But the annual cost to RHD to keep Equal Dollars notes in circulation—$300,000 annually—was too high a price to bear any longer, Brockington told Generocity. Resources for Human Development, founded in 1970, oversees about 160 human service programs in 14 states; its yearly budget is about $230 million.
“It’s not something that’s easily fundable,” she said. “We tried to go after grants to get funding, but nobody was biting. In these times of financial uncertainty that all nonprofits are getting hit with right now, the organization had to take a look at how it was spending its resources.”
Some 500,000 notes of the currency—which came in denominations of 1, 5, 10, and 20—had been in circulation when RHD made its official announcement in March that the currency was being shut down. The Equal Dollars bank remained opened throughout the spring to allow members to spend down their accounts, but “by the time the bank officially closed, just about everybody had spent down to zero,” said Kevin Roberts, the communications manager at RHD, in an email.

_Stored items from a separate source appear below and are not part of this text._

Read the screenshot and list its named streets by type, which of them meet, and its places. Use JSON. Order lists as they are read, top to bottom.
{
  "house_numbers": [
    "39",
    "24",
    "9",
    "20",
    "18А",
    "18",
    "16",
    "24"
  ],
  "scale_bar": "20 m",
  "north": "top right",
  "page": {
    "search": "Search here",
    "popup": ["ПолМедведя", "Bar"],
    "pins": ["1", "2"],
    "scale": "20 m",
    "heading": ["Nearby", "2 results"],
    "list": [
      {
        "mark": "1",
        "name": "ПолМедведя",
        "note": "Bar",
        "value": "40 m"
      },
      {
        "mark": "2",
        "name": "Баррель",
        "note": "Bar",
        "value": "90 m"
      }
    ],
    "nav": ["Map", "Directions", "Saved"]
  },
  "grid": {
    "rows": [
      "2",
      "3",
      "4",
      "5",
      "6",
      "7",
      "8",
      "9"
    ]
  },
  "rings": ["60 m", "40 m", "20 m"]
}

Roberts also mentioned that while it’s “theoretically” possible that the 25 businesses and RHD projects, like the nonprofit’s consignment shop, that had been accepting Equal Dollars could still do so, there isn’t much a point in doing so now that the Equal Dollars bank is closed and no new notes are in circulation.
However, a new community currency is already in the works. Fishman founded a Pennsylvania nonprofit called Creativity in Human Design, which will soon do a first printing of a currency called Commons Currency. Generocity will keep track of the currency as it is developed.